NVVL Accelerates Machine Learning on Video Datasets

Loading data onto GPUs for training has historically been a minor issue for most deep learning practitioners. Data read from a local spinning hard drive or NAS device would be preprocessed on the CPU, then shipped to the GPU for training. The data input pipeline rarely proved to be the bottleneck given the long number-crunching times involved.

DGX-2 NVSwitch NVIDIA V100 — Figure 1. Systems such as the DGX-2 require optimized data input pipelines to match the increased training speed.

As GPUs improve and DL frameworks use them more efficiently, however, it becomes increasingly harder to feed the GPU with data fast enough to keep up with training. Framework developers have to optimize input pipelines and use many CPU cores per GPU to preprocess the data. The random access pattern of training means that training data must now be stored on an SSD, or even an array of SSDs, instead of spinning disks, significantly increasing the cost of deep learning systems.

Data input pipelines will only become a greater bottleneck with advances like the TensorCores in the latest GPUs and NVSwitch, which allows more GPUs in each server. Increasing dataset sizes and the increasing importance of video as a data source means the amount of high-performance SSD storage local to the training server continues to grow, becoming a larger portion of the overall cost of the server. Figure 1 shows NVIDIA’s DGX-2 high-performance compute engine, which incorporates NVLink switches for high data throughput.

In this post, we show how you can eliminate the data input bottleneck and reduce the local storage requirements when training on video data by utilizing the video decompression hardware in NVIDIA GPUs in your input pipeline. The NVIDIA Video Loader (NVVL), an open source library that we recently released, handles all the heavy lifting for you. Using NVVL requires minimal changes to your existing code base to realize a significant improvement.

Why Bother with Acceleration?

The relative amount of disk storage and throughput, CPU processing, and PCIe bandwidth in a system has been falling substantially compared to the amount of available GPU processing. This is especially true when training on video datasets. These datasets quickly become very large and unwieldy, requiring large numbers of expensive SSDs and multiple CPU cores to read and prepare the data fast enough for the GPU training process to use.

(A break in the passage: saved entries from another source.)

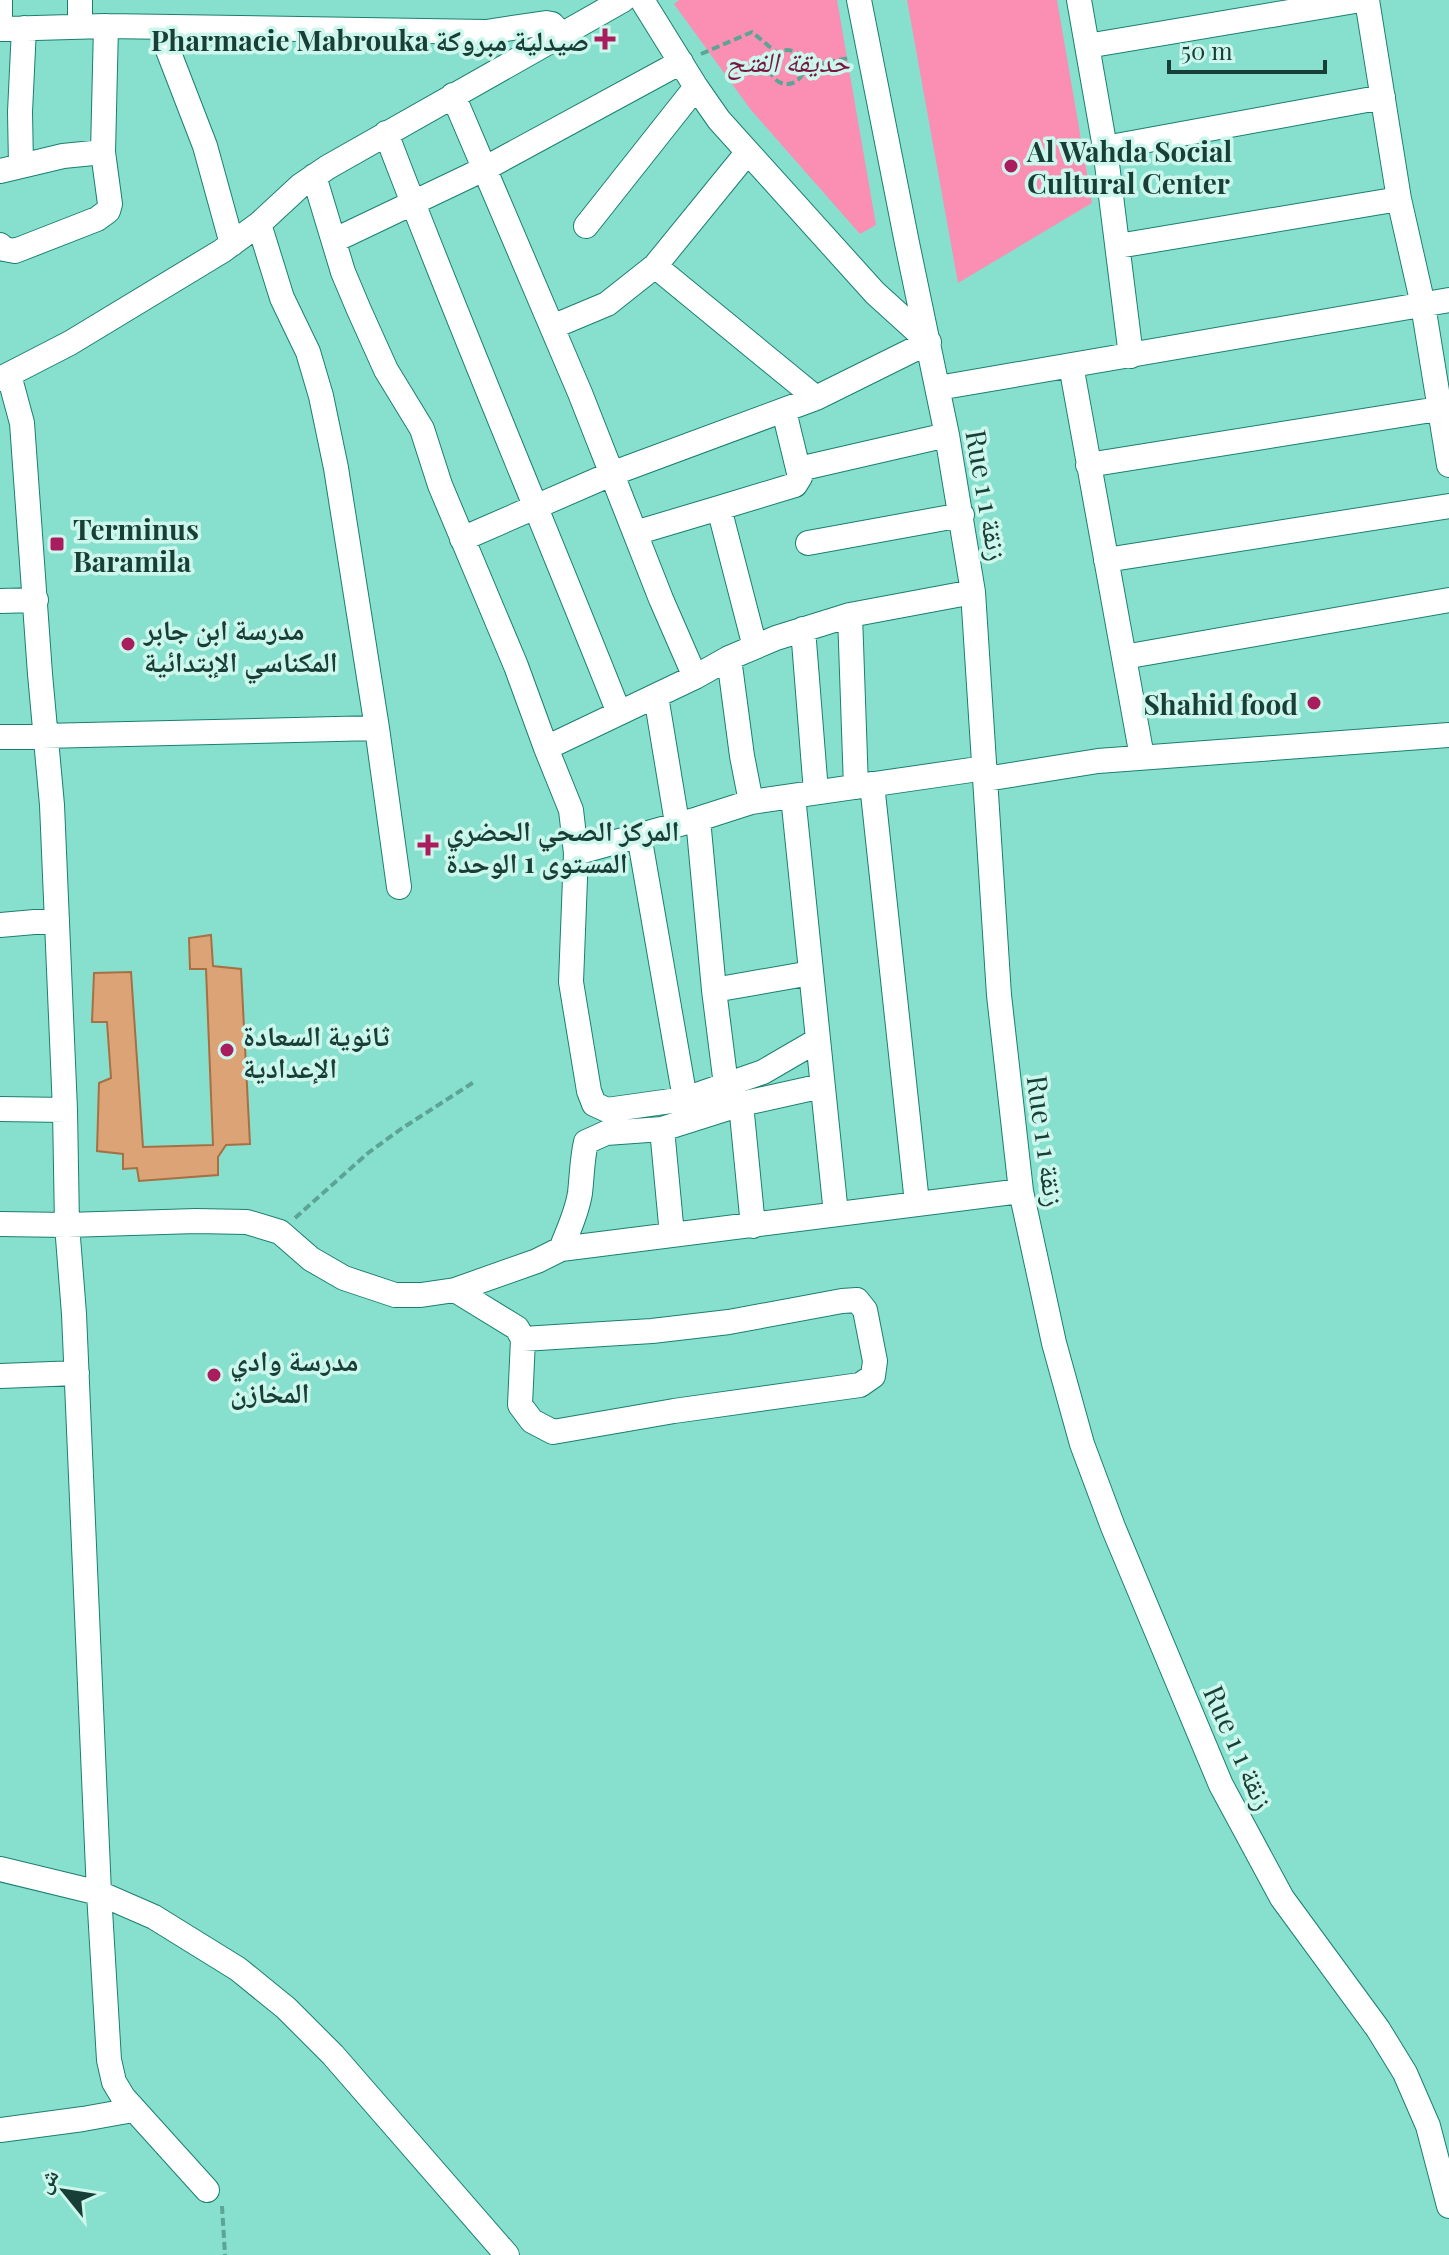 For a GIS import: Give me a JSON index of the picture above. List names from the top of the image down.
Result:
{
  "streets": {
    "street": ["Rue 1 زنقة 1"]
  },
  "parks": ["حديقة الفتح"],
  "places": {
    "health": ["Pharmacie Mabrouka صيدلية مبروكة", "المركز الصحي الحضري المستوى 1 الوحدة"],
    "other": [
      "Al Wahda Social Cultural Center",
      "مدرسة ابن جابر المكناسي الإبتدائية",
      "Shahid food",
      "ثانوية السعادة الإعدادية",
      "مدرسة وادي المخازن"
    ],
    "transit": ["Terminus Baramila"]
  },
  "scale_bar": "50 m",
  "north": "top left"
} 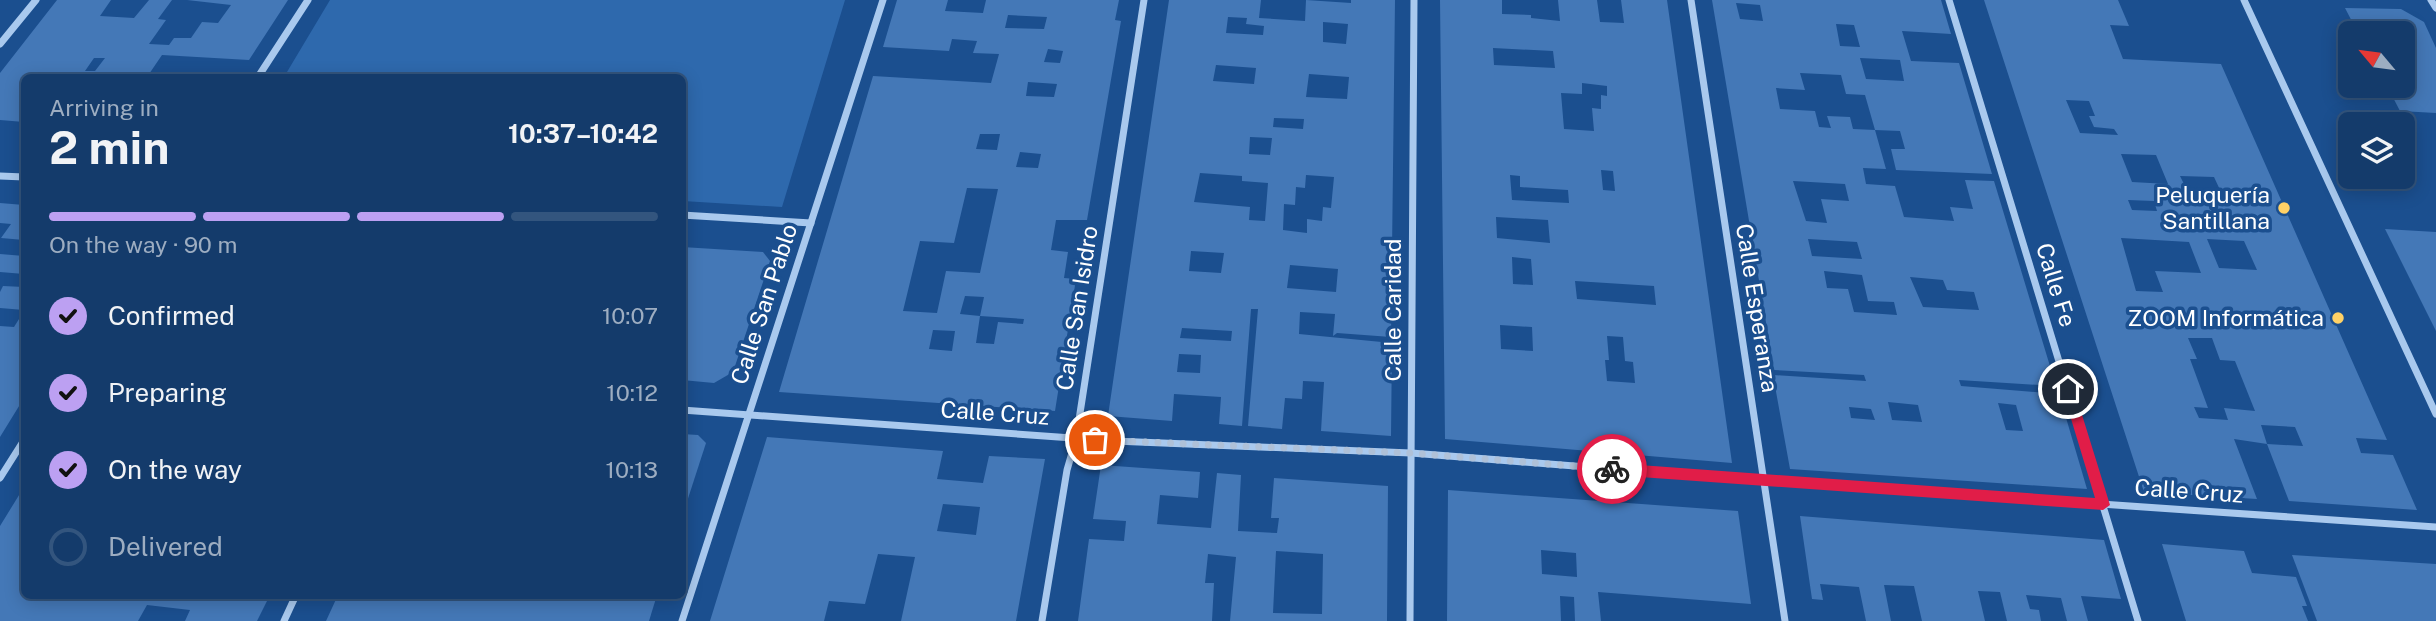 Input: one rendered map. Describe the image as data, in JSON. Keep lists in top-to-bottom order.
{
  "streets": {
    "street": [
      "Calle Fe",
      "Calle San Pablo",
      "Calle San Isidro",
      "Calle Esperanza",
      "Calle Caridad",
      "Calle Cruz"
    ]
  },
  "crossings": [
    ["Calle Fe", "Calle Cruz"],
    ["Calle San Pablo", "Calle Cruz"],
    ["Calle San Isidro", "Calle Cruz"],
    ["Calle Esperanza", "Calle Cruz"],
    ["Calle Caridad", "Calle Cruz"]
  ],
  "places": ["Peluquería Santillana", "ZOOM Informática"],
  "north": "top left",
  "page": {
    "heading": ["2 min", "Arriving in", "10:37–10:42"],
    "bar": "On the way · 90 m",
    "list": [
      ["Confirmed", "10:07"],
      ["Preparing", "10:12"],
      ["On the way", "10:13"],
      "Delivered"
    ]
  }
} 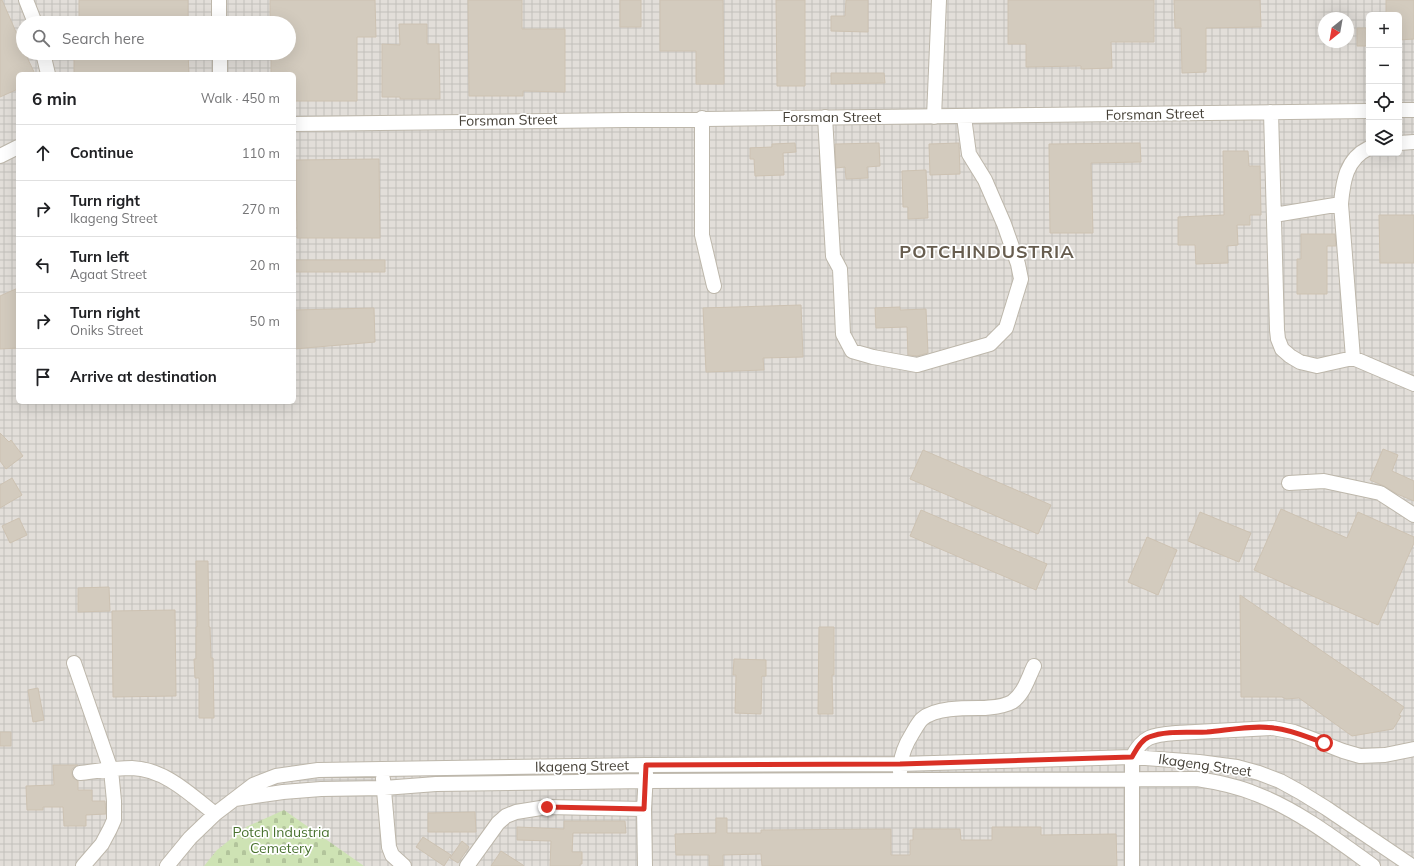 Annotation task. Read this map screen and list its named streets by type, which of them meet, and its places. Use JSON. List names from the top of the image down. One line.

All modern NVIDIA GPUs have hardware dedicated to decompressing video. Using this hardware allows us to store highly-compressed data using modern video codecs such as H.264 and HEVC, only decompressing it just in time for training on the GPU. This dramatically reduces the amount of high-performance storage needed in DL training systems. Since the GPU decompresses the video, this makes it convenient to use the GPU for any preprocessing, such as cropping and resizing, that must be done before training. This enables a larger ratio of GPUs per CPU core in the system. Reducing the amount of high-performance storage and CPUs required to keep the GPUs training at full speed dramatically simplifies system design and reduces the cost of deep learning systems.

We trained the video super-resolution network described in End-to-End Learning of Video Super-Resolution with Motion Compensation [Makansi 2017] using PyTorch to quantify the advantages of accelerating a video input pipeline. We first look at space saved using video files directly versus storing individual frames as image files. We prepare the Myanmar videos available from Harmonic, Inc [Harmonic 2014] for training as described below using FFmpeg and libx264 and libx265. We compare each frame to a losslessly compressed downsample of the original source video stored as PNG files. We also performed the same comparison using frames stored as compressed JPEGs using FFmpeg’s mjpeg encoder. We use the arithmetic mean of the peak signal-to-noise ratio (PSNR) across all frames in the training and validation set to estimate the quality of the frames. You can see the results in figure 2.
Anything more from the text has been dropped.